# AMT Backup Discussion



## cnewcomer (Nov 11, 2011)

I have an AMT Backup .45, and I think it's a fine gun...if you're willing to tune it. I suppose back in the early days of the AMT it was decent enough for a cast offering, and it's my understanding that some were great off the shelf and some...well, not so much. What I'd like to do here is startup a discussion by those that own or previous owners of the AMT Backup. Whiners aren't necessary as there's plenty of that already out there. Let's discuss how to make the Backup good enough to rely on and carry. 

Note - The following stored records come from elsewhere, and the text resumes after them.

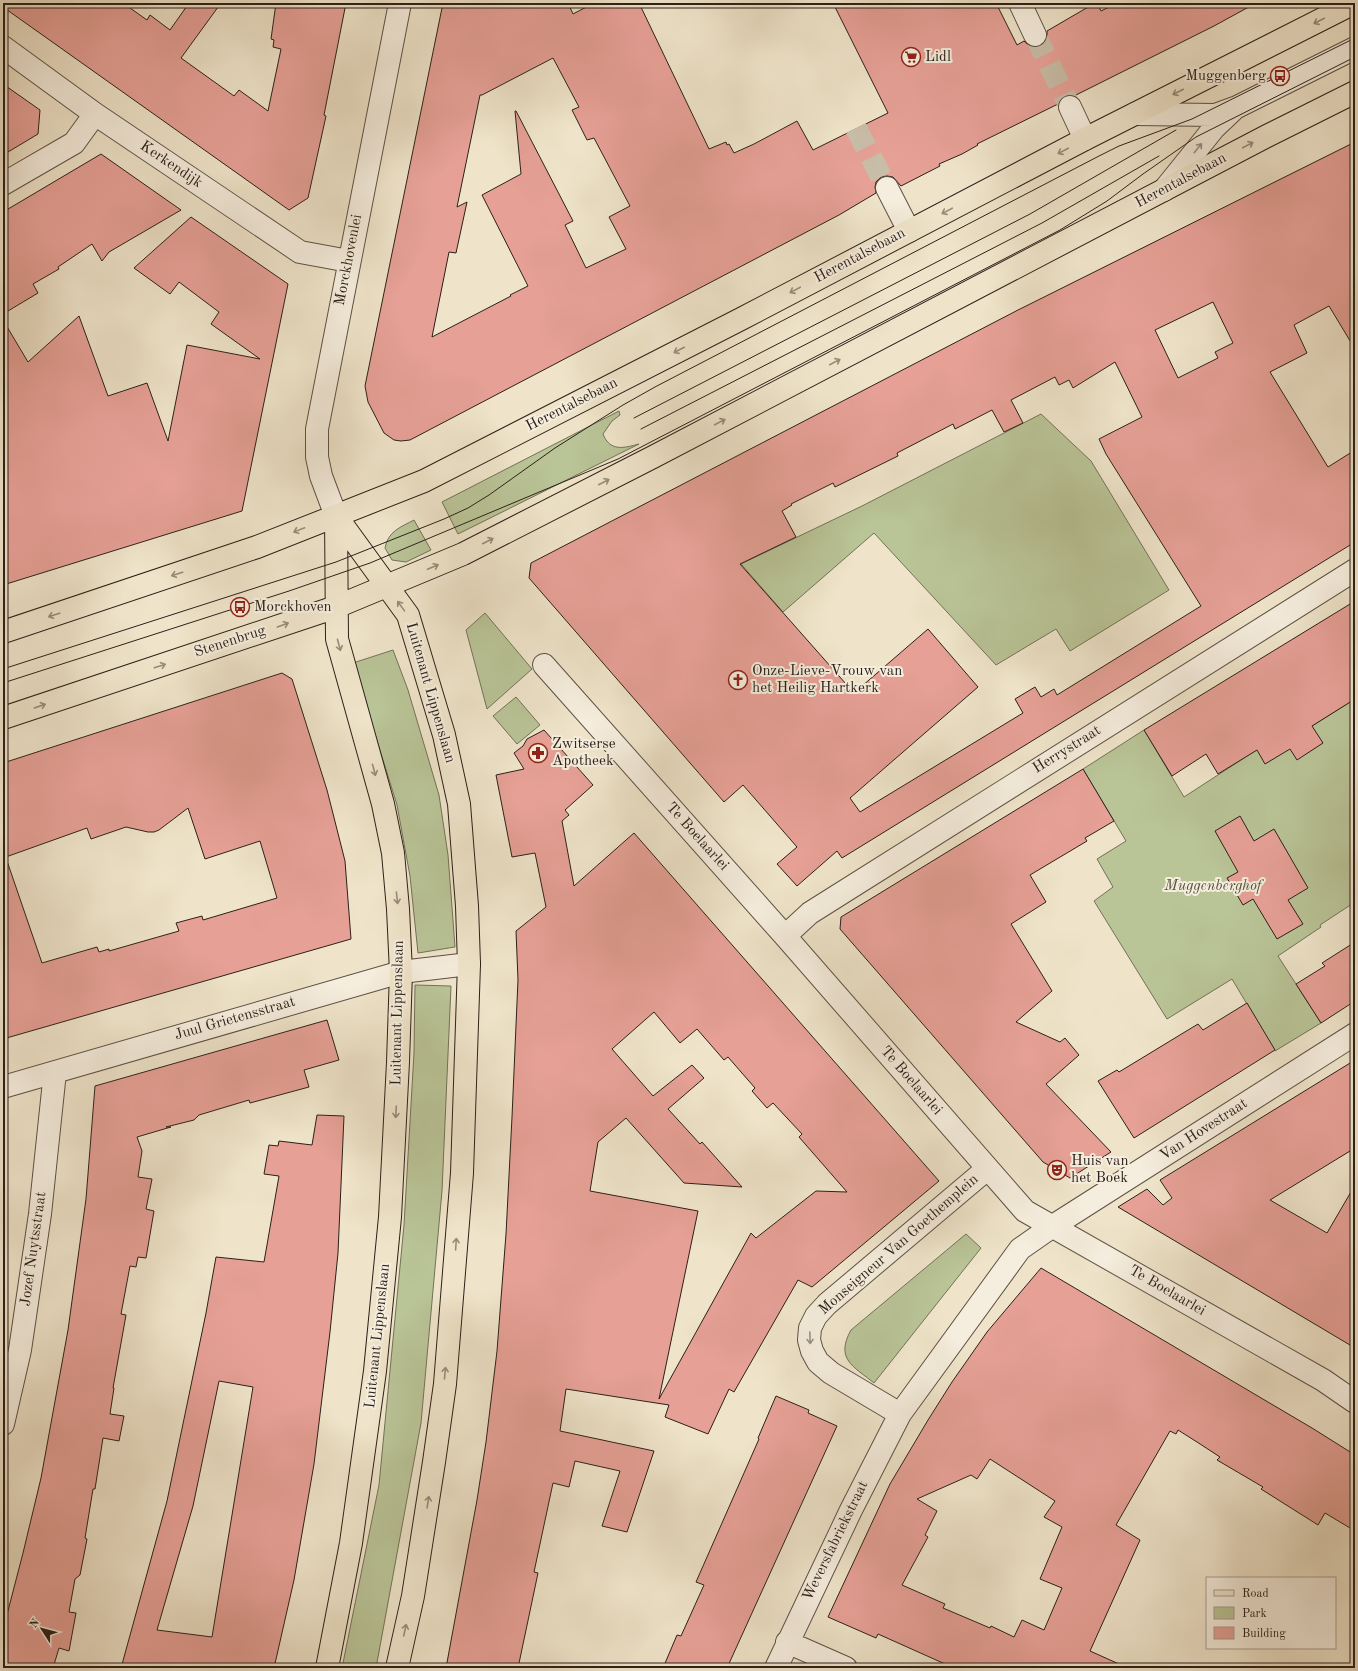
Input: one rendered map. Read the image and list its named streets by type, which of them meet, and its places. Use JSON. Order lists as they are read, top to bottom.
{
  "streets": {
    "main road": ["Herentalsebaan", "Stenenbrug", "Luitenant Lippenslaan"],
    "street": [
      "Kerkendijk",
      "Morckhovenlei",
      "Herrystraat",
      "Te Boelaarlei",
      "Juul Grietensstraat",
      "Van Hovestraat",
      "Monseigneur Van Goethemplein",
      "Jozef Nuytsstraat",
      "Weversfabriekstraat"
    ]
  },
  "crossings": [
    ["Kerkendijk", "Morckhovenlei"],
    ["Herentalsebaan", "Morckhovenlei"],
    ["Herentalsebaan", "Stenenbrug"],
    ["Herentalsebaan", "Luitenant Lippenslaan"],
    ["Morckhovenlei", "Luitenant Lippenslaan"],
    ["Stenenbrug", "Luitenant Lippenslaan"],
    ["Luitenant Lippenslaan", "Juul Grietensstraat"],
    ["Herrystraat", "Te Boelaarlei"],
    ["Te Boelaarlei", "Van Hovestraat"],
    ["Te Boelaarlei", "Monseigneur Van Goethemplein"],
    ["Juul Grietensstraat", "Jozef Nuytsstraat"],
    ["Monseigneur Van Goethemplein", "Weversfabriekstraat"]
  ],
  "parks": ["Muggenberghof"],
  "places": {
    "supermarket": ["Lidl"],
    "bus stop": ["Muggenberg", "Morckhoven"],
    "church": ["Onze-Lieve-Vrouw van het Heilig Hartkerk"],
    "pharmacy": ["Zwitserse Apotheek"],
    "theatre": ["Huis van het Boek"]
  },
  "legend": ["Road", "Park", "Building"],
  "north": "top left"
}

I'll start this off by talking about light strikes. I'm not certain if the models with the firing pin blocks have anything to do with it, and although mine is an earlier model, at some point the gun was sent to the factory to have one installed by High Standard. I removed it, as I felt it was neither part of the original design, nor at all necessary for this particular design. I also found that the firing pin spring was overly heavy. Amazingly so. The impact on the firing pin comes the force generated by the mainspring, and we all know how crazy heavy that danged trigger is! A super heavy firing pin spring calls for the super heavy duty mainspring to overcome it. I ordered all new springs from High Standard, and behold, the firing pin spring was much much lighter and about what I thought it should have been. My next step was to reduce the weight of the mainspring. I'm using custom springs that I cut to length to test. I couldn't begin to tell you the spring weight. 

Now the trigger is much friendlier, although still stout compared to say a DAO Boberg or similar true DAO pistol. I'll be testing various custom mainspring weights as I go along, and hope to discover a very reliable combination in order to reduce the trigger pull weight. I'm also eyeing the hammer, but will save that for another post. 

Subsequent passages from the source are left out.